■ RECORD EXCERPTS:
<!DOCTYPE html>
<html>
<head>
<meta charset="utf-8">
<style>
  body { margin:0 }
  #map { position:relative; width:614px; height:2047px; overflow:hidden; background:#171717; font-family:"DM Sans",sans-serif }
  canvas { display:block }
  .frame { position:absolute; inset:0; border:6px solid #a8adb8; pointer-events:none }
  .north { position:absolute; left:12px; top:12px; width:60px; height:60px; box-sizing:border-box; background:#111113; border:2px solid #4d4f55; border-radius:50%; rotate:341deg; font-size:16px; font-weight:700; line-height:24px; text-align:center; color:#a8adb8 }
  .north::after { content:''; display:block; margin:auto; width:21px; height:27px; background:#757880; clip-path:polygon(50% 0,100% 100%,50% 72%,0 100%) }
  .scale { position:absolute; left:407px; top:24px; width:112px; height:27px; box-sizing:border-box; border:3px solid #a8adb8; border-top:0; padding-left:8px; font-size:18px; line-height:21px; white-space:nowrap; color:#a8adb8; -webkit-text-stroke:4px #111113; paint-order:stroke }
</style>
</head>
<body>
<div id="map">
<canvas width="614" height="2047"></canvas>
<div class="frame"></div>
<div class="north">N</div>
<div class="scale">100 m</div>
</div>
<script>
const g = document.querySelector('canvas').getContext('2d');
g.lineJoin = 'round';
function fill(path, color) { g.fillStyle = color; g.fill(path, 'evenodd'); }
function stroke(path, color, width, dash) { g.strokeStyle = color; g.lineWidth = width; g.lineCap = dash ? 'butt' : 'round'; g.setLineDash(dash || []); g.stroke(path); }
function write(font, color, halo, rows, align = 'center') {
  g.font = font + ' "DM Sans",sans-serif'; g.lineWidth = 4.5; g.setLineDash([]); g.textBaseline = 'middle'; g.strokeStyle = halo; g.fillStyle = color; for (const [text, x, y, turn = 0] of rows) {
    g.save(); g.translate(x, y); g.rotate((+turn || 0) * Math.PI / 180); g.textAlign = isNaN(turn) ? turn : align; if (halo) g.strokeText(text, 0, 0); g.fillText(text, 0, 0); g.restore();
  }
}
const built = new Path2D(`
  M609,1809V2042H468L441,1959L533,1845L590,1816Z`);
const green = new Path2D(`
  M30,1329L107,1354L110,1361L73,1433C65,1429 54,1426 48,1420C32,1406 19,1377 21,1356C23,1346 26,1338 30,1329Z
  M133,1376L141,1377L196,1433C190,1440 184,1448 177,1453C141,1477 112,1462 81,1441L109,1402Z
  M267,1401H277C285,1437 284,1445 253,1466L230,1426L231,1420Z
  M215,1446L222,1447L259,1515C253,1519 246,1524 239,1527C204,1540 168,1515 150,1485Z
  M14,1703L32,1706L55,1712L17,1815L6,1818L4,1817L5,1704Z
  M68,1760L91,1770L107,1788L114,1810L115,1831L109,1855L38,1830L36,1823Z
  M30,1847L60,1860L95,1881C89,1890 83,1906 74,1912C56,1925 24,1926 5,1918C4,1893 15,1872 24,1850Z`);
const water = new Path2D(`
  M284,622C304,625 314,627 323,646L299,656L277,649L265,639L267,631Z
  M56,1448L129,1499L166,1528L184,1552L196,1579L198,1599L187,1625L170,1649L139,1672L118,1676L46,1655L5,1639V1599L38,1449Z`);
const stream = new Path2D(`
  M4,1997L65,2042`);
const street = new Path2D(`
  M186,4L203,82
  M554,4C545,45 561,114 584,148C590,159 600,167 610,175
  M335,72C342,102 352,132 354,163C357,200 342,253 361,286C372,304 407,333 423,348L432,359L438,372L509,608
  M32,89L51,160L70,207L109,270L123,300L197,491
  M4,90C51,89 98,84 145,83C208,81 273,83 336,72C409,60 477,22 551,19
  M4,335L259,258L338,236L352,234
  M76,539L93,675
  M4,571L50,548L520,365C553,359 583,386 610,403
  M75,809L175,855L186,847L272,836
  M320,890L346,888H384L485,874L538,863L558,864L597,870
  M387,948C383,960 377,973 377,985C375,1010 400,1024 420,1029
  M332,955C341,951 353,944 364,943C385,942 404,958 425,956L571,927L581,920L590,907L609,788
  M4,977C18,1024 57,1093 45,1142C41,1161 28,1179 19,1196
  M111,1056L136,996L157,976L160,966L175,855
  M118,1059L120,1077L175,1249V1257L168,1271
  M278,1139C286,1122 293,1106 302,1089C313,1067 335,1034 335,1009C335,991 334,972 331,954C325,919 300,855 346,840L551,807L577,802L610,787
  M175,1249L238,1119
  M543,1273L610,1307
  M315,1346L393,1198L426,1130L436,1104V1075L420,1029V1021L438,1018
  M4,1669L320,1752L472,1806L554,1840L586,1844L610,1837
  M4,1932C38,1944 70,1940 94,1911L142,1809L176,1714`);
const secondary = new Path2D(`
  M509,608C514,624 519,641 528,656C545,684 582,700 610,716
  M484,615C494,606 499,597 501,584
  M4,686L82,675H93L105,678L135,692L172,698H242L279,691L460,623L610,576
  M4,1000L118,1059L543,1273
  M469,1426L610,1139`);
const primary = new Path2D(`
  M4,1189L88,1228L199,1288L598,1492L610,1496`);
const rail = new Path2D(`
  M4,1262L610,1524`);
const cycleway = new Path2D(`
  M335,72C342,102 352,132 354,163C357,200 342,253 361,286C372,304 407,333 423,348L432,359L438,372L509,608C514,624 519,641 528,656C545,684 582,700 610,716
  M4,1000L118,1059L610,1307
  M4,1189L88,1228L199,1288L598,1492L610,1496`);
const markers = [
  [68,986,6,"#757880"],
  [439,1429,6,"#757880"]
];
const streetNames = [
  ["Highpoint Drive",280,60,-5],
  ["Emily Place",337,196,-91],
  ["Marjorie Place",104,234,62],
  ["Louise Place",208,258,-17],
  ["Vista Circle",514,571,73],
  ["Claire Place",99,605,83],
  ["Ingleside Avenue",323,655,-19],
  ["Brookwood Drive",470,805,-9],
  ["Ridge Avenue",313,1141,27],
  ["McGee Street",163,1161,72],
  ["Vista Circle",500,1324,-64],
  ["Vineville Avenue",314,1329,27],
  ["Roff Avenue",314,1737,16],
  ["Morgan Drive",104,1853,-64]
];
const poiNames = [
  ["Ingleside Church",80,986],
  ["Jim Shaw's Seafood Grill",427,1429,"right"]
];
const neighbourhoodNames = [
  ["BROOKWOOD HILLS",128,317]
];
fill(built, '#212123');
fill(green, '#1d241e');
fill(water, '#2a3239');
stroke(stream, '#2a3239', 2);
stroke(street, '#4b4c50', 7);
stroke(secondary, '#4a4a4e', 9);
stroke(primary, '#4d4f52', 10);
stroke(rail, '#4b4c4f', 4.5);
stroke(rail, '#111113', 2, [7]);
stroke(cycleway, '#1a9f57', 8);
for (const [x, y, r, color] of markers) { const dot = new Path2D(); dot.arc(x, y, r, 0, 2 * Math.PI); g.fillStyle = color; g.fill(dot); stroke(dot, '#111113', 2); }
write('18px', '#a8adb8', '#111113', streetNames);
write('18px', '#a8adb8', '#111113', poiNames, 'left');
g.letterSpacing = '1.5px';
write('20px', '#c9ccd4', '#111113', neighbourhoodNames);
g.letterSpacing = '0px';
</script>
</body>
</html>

■ TASK OBJECTIVE:
Only the lines containing the string "setLineDash" are needed; pull them out of the records.

■ PROBLEM SOLUTION:
function stroke(path, color, width, dash) { g.strokeStyle = color; g.lineWidth = width; g.lineCap = dash ? 'butt' : 'round'; g.setLineDash(dash || []); g.stroke(path); }
  g.font = font + ' "DM Sans",sans-serif'; g.lineWidth = 4.5; g.setLineDash([]); g.textBaseline = 'middle'; g.strokeStyle = halo; g.fillStyle = color; for (const [text, x, y, turn = 0] of rows) {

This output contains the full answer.